Ora abbiamo realizzato anche un film che ha per titolo proprio il nome della piazza, a conferma del grande amore che portiamo per il rione. Il punto è che non siamo mai riusciti ad ottenere qui all’Esquilino una sede dove situare la nostra attività, né tramite il supporto pubblico, né tramite quello privato, e nonostante le mille disponibilità dimostrate dalle varie amministrazioni. Se pensiamo che c’è tutta l’area abbandonata dei depositi ATAC sotto i giardini! Eppure avere un posto, anche piccolo, in piazza o nelle strade adiacenti, avrebbe potuto stimolare moltissimo il rione da un punto di vista artistico e sociale e rappresentare un volano per la vita dell’Esquilino, una fonte di attrazione per nuovi cittadini romani in cerca di vivacità culturale.
Come si è trasformato il rione in questi anni?
Di fatto non è successo niente e quando non succede niente purtroppo le cose peggiorano. Le associazioni dei cittadini e degli esercenti italiani negli ultimi tempi stanno realizzando iniziative e aprendo nuovi locali per ridare alla piazza un po’ di vitalità, per riappropriarsi di questo luogo che era diventato un grande magazzino cinese. Oggi la piazza è spenta. Anche con riferimento all’orchestra, oggi sarebbe impensabile riproporre un’impresa come quella del 2011. Questo anche per la situazione più generale dell’Italia, dove le nuove politiche migratorie ostacolano il ripetersi di queste esperienze. Oggi, i musicisti extracomunitari sono più attratti dalla Germania o dai paesi del Nord Europa, dove ci sono politiche di accoglienza migliori e dove nascono, non a caso, molte orchestre etniche, anche sovvenzionate dalle amministrazioni nazionali e locali. Anche noi, oggi, cerchiamo i musicisti nuovi fuori dall’Italia.
Qual è, secondo lei, la ricchezza di un’orchestra multietnica?
La ricchezza sta nel fatto che ognuno dei componenti dell’Orchestra ha cambiato il suo modo di pensare la musica e ha allargato il proprio punto di vista. Ciò è stato merito sia della genialità del direttore Mario Tronco che della forza dei musicisti che hanno permesso a Mario di alzare lo sguardo sempre più in alto. Da un punto di vista sociale, poi, quando si mischiano le culture rispettandole tutte, si producono risultati di cui gode tutta la comunità. La musica, come tutte le forme d’arte, anticipa i tempi e permette innovazioni permanenti. Per esempio, la musica da ballo nell’ottocento è stato il frutto dell’incontro tra culture diverse, tra bianchi e neri, schiavi e padroni e via dicendo, e ha completamente modificato il modo di concepire la danza.

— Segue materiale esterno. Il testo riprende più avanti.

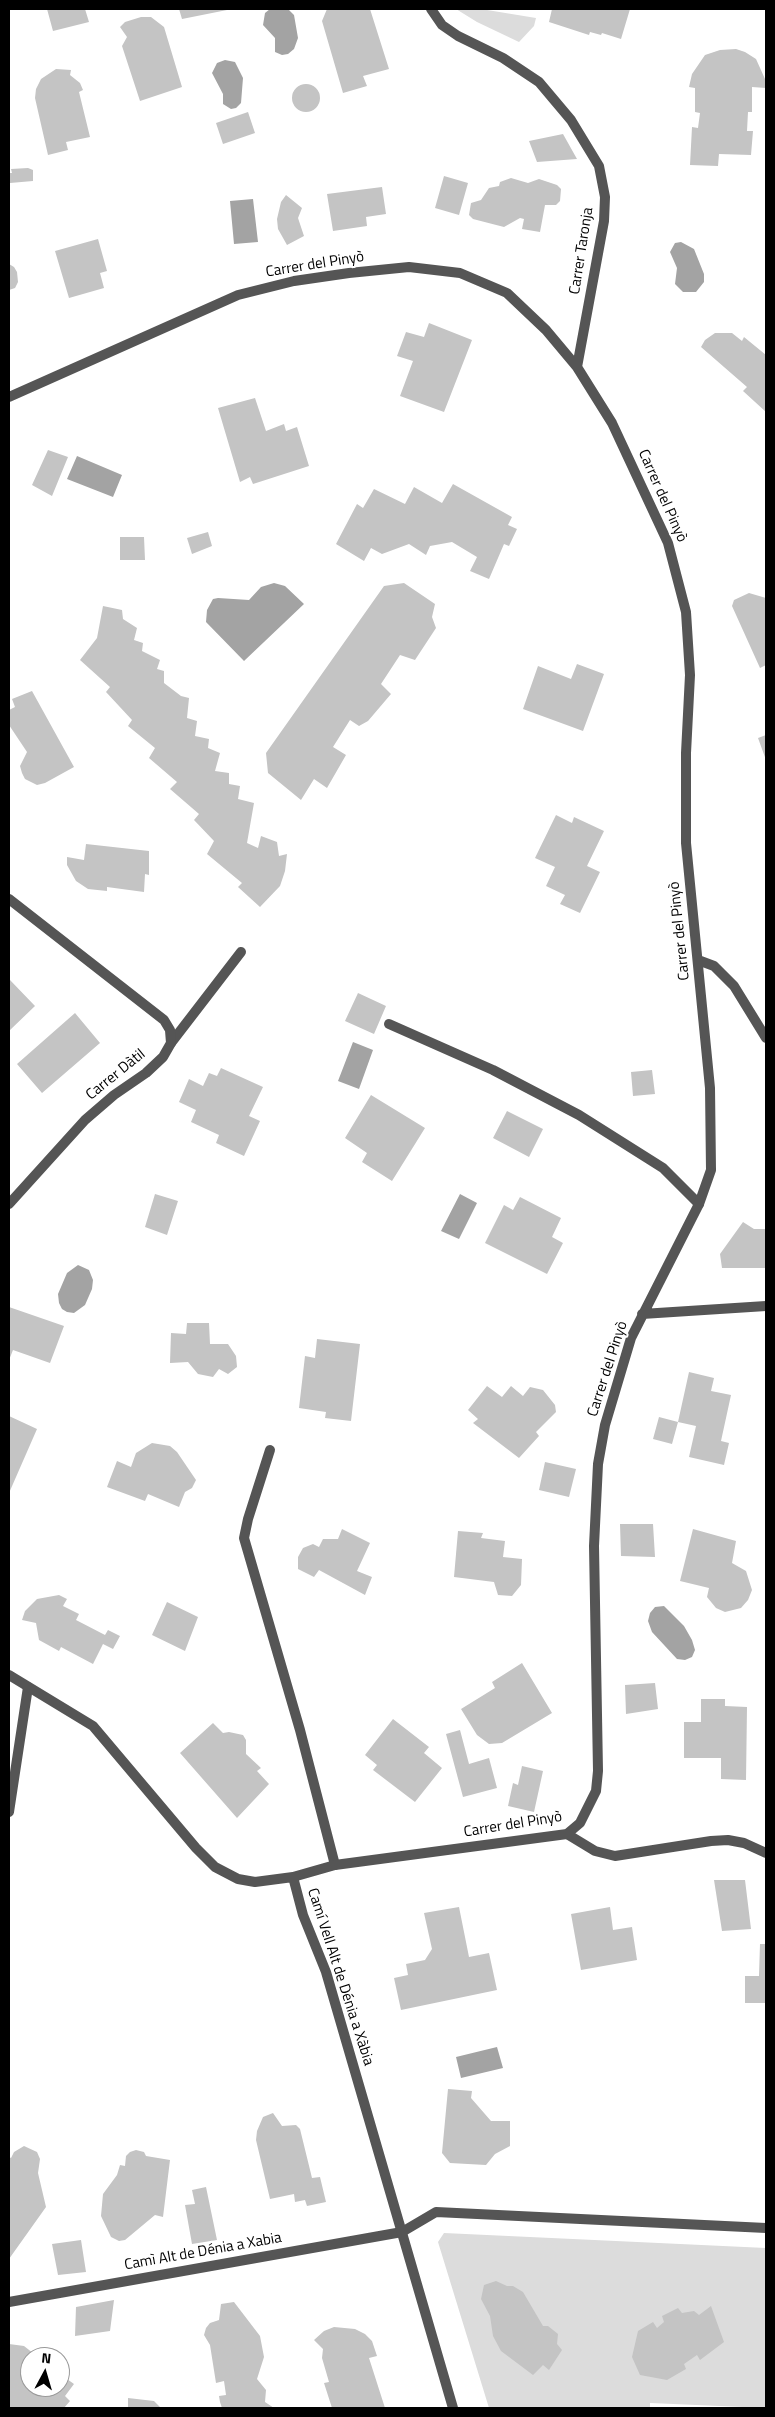 <!DOCTYPE html>
<html>
<head>
<meta charset="utf-8">
<style>
  body { margin:0 }
  #map { position:relative; width:775px; height:2417px; overflow:hidden; background:#fff; font-family:"Titillium Web",sans-serif }
  canvas { display:block }
  .frame { position:absolute; inset:0; border:10px solid #000; pointer-events:none }
  .north { position:absolute; left:20px; top:2347px; width:50px; height:50px; box-sizing:border-box; background:#fff; border:1px solid #999; border-radius:50%; rotate:6deg; font-size:14px; font-weight:700; line-height:20px; text-align:center; color:#000 }
  .north::after { content:''; display:block; margin:auto; width:18px; height:22px; background:#000; clip-path:polygon(50% 0,100% 100%,50% 72%,0 100%) }
</style>
</head>
<body>
<div id="map">
<canvas width="775" height="2417"></canvas>
<div class="frame"></div>
<div class="north">N</div>
</div>
<script>
const ctx = document.querySelector('canvas').getContext('2d');
ctx.lineJoin = 'round';
function paint(path, color) { ctx.fillStyle = color; ctx.fill(path, 'evenodd'); }
const shape = rows => new Path2D(rows.map(r => 'M' + r).join(''));
function stroke(path, color, width, dash) { ctx.strokeStyle = color; ctx.lineWidth = width; ctx.lineCap = dash ? 'butt' : 'round'; ctx.setLineDash(dash || []); ctx.stroke(path); }
function write(font, color, halo, rows, align = 'center') {
  ctx.font = font + ' "Titillium Web",sans-serif'; ctx.lineWidth = 4; ctx.setLineDash([]); ctx.textBaseline = 'middle'; ctx.strokeStyle = halo; ctx.fillStyle = color; for (const [text, x, y, turn = 0] of rows) {
    ctx.save(); ctx.translate(x, y); ctx.rotate((+turn || 0) * Math.PI / 180); ctx.textAlign = isNaN(turn) ? turn : align; if (halo) ctx.strokeText(text, 0, 0); ctx.fillText(text, 0, 0); ctx.restore();
  }
}
const green = shape([
  [456,9,481,9,536,18,534,26,519,42,477,22],
  [444,2233,766,2248,766,2408,650,2403,650,2408,489,2408,438,2242]
]);
const water = shape([
  [270,9,288,9,294,15,298,38,294,49,288,54,282,55,275,52,275,38,263,25,265,13],
  [225,60,235,62,243,78,241,103,236,108,231,109,223,104,223,94,212,73,217,63],
  [253,199,258,242,234,244,230,201],
  [681,242,694,249,704,274,704,282,696,292,683,292,675,284,677,268,670,252,675,243],
  [77,456,122,475,113,497,67,479],
  [274,583,285,586,304,604,244,661,206,622,207,610,213,599,218,598,249,600,261,587],
  [353,1042,373,1050,359,1089,338,1081],
  [460,1194,477,1203,459,1239,441,1231],
  [78,1265,89,1270,93,1280,92,1289,85,1305,74,1313,67,1312,62,1309,59,1303,58,1294,67,1273],
  [664,1606,684,1626,692,1640,695,1650,692,1657,685,1660,677,1659,652,1632,648,1621,650,1613,655,1607],
  [497,2047,503,2068,461,2078,456,2057]
]);
const building = shape([
  [47,9,85,9,89,22,53,31],
  [179,9,232,9,182,19],
  [327,9,370,9,389,69,363,76,367,86,343,93,322,21],
  [552,9,630,9,621,39,602,33,601,35,590,32,589,35,549,22],
  [141,17,151,17,164,27,182,87,140,101,122,46,127,37,120,27,125,22],
  [736,49,745,52,756,59,765,79,766,88,752,87,752,112,748,112,747,131,753,131,751,155,719,154,718,166,690,165,692,127,698,128,700,113,695,112,695,88,689,87,692,74,705,55,720,50],
  [56,69,71,70,70,75,80,83,83,90,79,92,90,137,66,142,68,150,48,155,35,98,36,89,41,79],
  '292 98a14 14 0 1 1 28 0a14 14 0 1 1-28 0Z',
  [248,112,255,133,223,144,216,123],
  [563,134,577,159,537,162,529,141],
  [28,168,33,170,33,181,10,183,9,173,12,173,11,169],
  [444,176,468,183,459,215,435,208],
  [511,178,528,183,539,179,557,185,561,189,560,201,556,205,545,205,540,232,522,229,524,219,520,218,504,227,473,219,469,215,471,203,481,200,489,188,499,186,500,182],
  [382,187,386,214,366,217,367,226,333,231,327,194],
  [286,195,302,208,298,218,304,236,287,245,278,229,277,219,281,202],
  [98,239,107,271,100,273,104,288,69,298,55,251],
  [9,264,14,267,17,272,18,282,15,288,9,290],
  [429,323,472,340,444,412,400,396,413,361,397,356,406,332,424,337],
  [715,333,732,333,742,341,744,337,766,355,766,412,743,391,747,387,701,347,705,340],
  [255,398,266,431,284,424,286,431,297,427,309,466,253,484,250,477,240,482,218,408],
  [48,450,68,457,52,496,32,485],
  [453,484,512,517,508,525,517,529,509,546,504,544,489,579,470,571,477,557,452,542,430,546,426,555,409,544,382,554,371,548,364,561,336,544,357,504,363,508,374,489,405,504,414,487,442,503],
  [208,532,212,546,192,554,187,538],
  [120,537,144,537,145,560,120,560],
  [404,583,435,604,432,617,436,628,415,660,400,655,381,684,391,694,368,721,359,726,350,720,333,747,346,755,327,788,314,779,301,800,268,773,266,753,384,586],
  [749,593,766,598,766,665,760,668,732,606,734,600],
  [103,606,122,610,123,619,137,628,134,640,143,643,142,651,160,660,157,669,164,671,164,683,181,696,189,698,187,718,197,721,195,736,209,739,208,748,220,753,215,771,229,773,229,784,240,786,238,799,254,803,247,843,258,848,261,836,277,842,279,856,287,854,285,871,280,886,260,907,238,887,242,883,207,854,214,841,194,820,199,814,170,789,177,782,149,758,155,748,128,726,132,720,106,692,110,687,80,660,97,638],
  [577,664,604,674,583,731,523,709,538,666,571,679],
  [32,691,74,767,45,783,37,785,25,779,22,773,20,766,27,752,9,725,9,710,15,707,12,699],
  [766,735,766,760,758,738],
  [556,815,572,823,574,817,604,831,587,866,600,872,580,913,560,904,565,895,546,886,555,867,535,858],
  [86,844,149,851,149,875,145,874,144,892,107,887,107,891,88,889,76,881,67,865,67,857,84,860],
  [10,980,35,1006,9,1031,9,981],
  [358,993,386,1006,374,1034,345,1021],
  [75,1013,100,1043,42,1093,17,1064],
  [221,1068,263,1087,249,1116,260,1121,244,1156,216,1143,219,1135,191,1122,196,1110,179,1102,189,1079,203,1086,209,1073,217,1076],
  [652,1070,655,1094,633,1096,631,1072],
  [371,1095,425,1128,392,1181,362,1162,367,1153,345,1138],
  [507,1111,543,1129,529,1157,493,1138],
  [155,1194,178,1201,167,1235,145,1227],
  [520,1197,561,1218,552,1237,563,1243,547,1274,485,1243,504,1205,513,1210],
  [743,1222,754,1229,766,1229,766,1268,722,1268,720,1254],
  [9,1307,64,1326,50,1363,13,1350,9,1360],
  [187,1323,209,1323,210,1344,228,1344,236,1356,237,1367,228,1374,219,1369,213,1377,198,1374,188,1362,170,1363,171,1333,186,1334],
  [317,1339,360,1344,351,1421,325,1418,326,1412,299,1408,305,1356,315,1358],
  [689,1372,714,1378,711,1391,731,1395,721,1441,729,1443,724,1465,689,1457,696,1426,678,1422,672,1444,653,1439,659,1417,678,1422],
  [487,1386,502,1397,511,1386,523,1396,530,1387,543,1390,555,1405,556,1412,536,1432,539,1436,519,1458,473,1423,478,1419,468,1410],
  [9,1416,37,1429,9,1493],
  [152,1443,170,1446,177,1452,196,1480,192,1488,185,1492,179,1507,148,1494,145,1501,107,1487,117,1461,131,1467,136,1453],
  [545,1462,576,1469,569,1497,539,1490],
  [620,1524,653,1524,655,1557,621,1556],
  [342,1529,370,1543,357,1571,372,1577,365,1595,319,1570,314,1577,298,1569,298,1557,303,1548,313,1544,319,1547,323,1539,338,1539],
  [693,1529,736,1541,732,1563,746,1571,752,1590,748,1600,741,1608,725,1612,716,1608,707,1597,709,1588,680,1581],
  [458,1531,483,1533,481,1538,505,1541,503,1557,522,1559,521,1585,512,1596,498,1595,494,1582,454,1577],
  [59,1595,67,1599,63,1606,79,1614,76,1620,105,1635,108,1630,120,1636,113,1649,103,1644,93,1664,61,1647,59,1651,39,1640,36,1623,22,1620,25,1611,37,1599],
  [167,1602,198,1617,185,1651,152,1635],
  [522,1663,552,1713,502,1743,489,1744,477,1735,461,1709,495,1688,492,1682],
  [655,1683,658,1709,626,1714,625,1685],
  [701,1699,725,1699,725,1706,747,1707,746,1780,721,1779,721,1758,684,1758,684,1722,701,1722],
  [393,1719,429,1747,424,1753,442,1768,415,1802,373,1770,377,1765,365,1755],
  [213,1723,223,1733,229,1732,243,1735,246,1740,246,1754,261,1768,257,1771,269,1784,237,1818,180,1753],
  [460,1730,469,1764,489,1758,497,1788,463,1797,446,1734],
  [522,1766,543,1771,534,1812,508,1806,513,1783,518,1785],
  [714,1880,745,1880,751,1929,722,1931],
  [459,1907,469,1957,489,1953,497,1990,401,2010,394,1978,408,1975,406,1964,425,1960,432,1949,424,1913],
  [610,1907,613,1930,632,1927,637,1960,581,1970,571,1914],
  [760,1944,766,1944,766,2003,745,2003,745,1976,759,1976],
  [448,2089,472,2091,471,2098,491,2121,510,2121,510,2146,495,2154,486,2165,450,2163,442,2153],
  [273,2113,282,2126,296,2125,300,2129,312,2178,320,2177,326,2202,307,2206,305,2200,295,2202,294,2194,270,2199,256,2140,257,2131,263,2117],
  [24,2146,37,2152,40,2159,38,2173,46,2207,9,2259,9,2157,11,2158,14,2152],
  [136,2150,144,2152,146,2156,170,2160,163,2217,155,2215,125,2240,119,2241,111,2237,101,2216,103,2194,117,2175,120,2165,125,2166,126,2156,130,2152],
  [206,2187,217,2240,192,2244,185,2205,195,2204,192,2190],
  [81,2240,86,2272,58,2275,52,2244],
  [496,2281,507,2286,513,2286,523,2292,543,2326,548,2326,558,2334,557,2344,562,2350,549,2370,543,2365,533,2375,501,2351,493,2336,490,2316,481,2299,484,2285],
  [114,2300,110,2331,75,2336,76,2307],
  [234,2302,260,2336,264,2357,257,2379,266,2390,265,2402,274,2408,222,2408,220,2402,219,2396,226,2395,224,2381,216,2383,210,2345,204,2335,206,2328,210,2323,219,2320,221,2304],
  [711,2306,724,2342,700,2360,697,2355,684,2364,686,2369,667,2380,640,2375,632,2357,638,2331,653,2322,657,2328,664,2322,662,2316,678,2308,682,2313,694,2311,699,2315],
  [334,2327,355,2329,365,2334,372,2341,377,2356,369,2358,385,2408,332,2408,324,2383,329,2382,322,2358,323,2349,314,2340,324,2331],
  [9,2344,24,2346,38,2357,30,2357,30,2387,60,2387,60,2374,74,2384,65,2396,70,2401,64,2408,9,2408],
  [128,2398,154,2401,161,2408,128,2408]
]);
const lane = shape([
  [389,1024,493,1070,579,1115,663,1168,699,1204],
  [171,1043,241,952],
  [270,1450,248,1519,244,1538,300,1730,335,1865],
  [9,1812,28,1687],
  [567,1834,595,1851,615,1856,711,1841,728,1840,744,1843,766,1853],
  [9,2302,402,2232,436,2212,766,2228]
]);
const street = shape([
  [431,9,442,25,458,36,503,58,539,82,571,120,599,166,605,197,604,221,577,367],
  [9,397,238,295,294,281,349,273,409,267,460,273,507,293,546,330,577,367,612,423,668,543,686,612,690,675,686,753,686,843,710,1088,711,1170,699,1204,631,1338,605,1425,598,1464,594,1546,598,1771,596,1791,580,1823,567,1834,335,1865,293,1877],
  [9,899,164,1020,170,1030,171,1043,163,1057,146,1073,114,1095,85,1120,9,1204],
  [698,960,714,966,734,986,766,1038],
  [642,1314,766,1306],
  [9,1675,93,1726,196,1848,215,1867,238,1879,255,1882,293,1877,303,1915,326,1972,453,2408]
]);
const streetNames = [
  ["Carrer Taronja",582,251,-81],
  ["Carrer del Pinyò",315,265,-9],
  ["Carrer del Pinyò",662,496,66],
  ["Carrer del Pinyò",680,931,-96],
  ["Carrer Dàtil",116,1075,-39],
  ["Carrer del Pinyò",608,1369,-72],
  ["Carrer del Pinyò",513,1825,-9],
  ["Camí Vell Alt de Dénia a Xàbia",340,1977,72],
  ["Camì Alt de Dénia a Xabia",203,2252,-10]
];
paint(green, '#dcdcdc');
paint(water, '#a3a3a3');
paint(building, '#c4c4c4');
stroke(lane, '#555', 10);
stroke(street, '#555', 10);
write('15px', '#000', '#fff', streetNames);
</script>
</body>
</html>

Accanto alle vostre produzioni autoriali che conservano una caratteristica di musica etnica e mediterranea, vi siete rivolti alla musica classica rivisitando varie opere, come Il flauto magico, il Don Giovanni, la Carmen. Cosa vi ha portato a questa scelta?
Tutto è partito dalla proposta di un operatore culturale, Daniele Abbado, che nel 2009 aveva realizzato un Flauto Magico di strada e che propose a Mario Tronco di realizzare l’Ouverture con l’Orchestra. Poi il Festival di Lione, in collaborazione con Roma Europa Festival, ci commissionarono l’opera che, rivisitata dal direttore e da Leandro Piccioni, ebbe un grandissimo successo e diede il via a nuovi arrangiamenti di altre opere liriche. È un percorso interessante perché, diversamente dai concerti dove creiamo la nostra musica, questo ci permette di utilizzare partiture musicali di grandi musicisti rivisitandole con gli strumenti e i linguaggi dell’Orchestra, e ti fa capire che tutte le musiche possono essere suonate in diversi modi. Non va inoltre sottovalutato il fatto che l’esperienza teatrale ci ha permesso di dare maggiore continuità professionale ai musicisti. Sono due percorsi diversi che viaggiano in parallelo e permettono la crescita dell’Orchestra, l’uno arricchendo l’altro.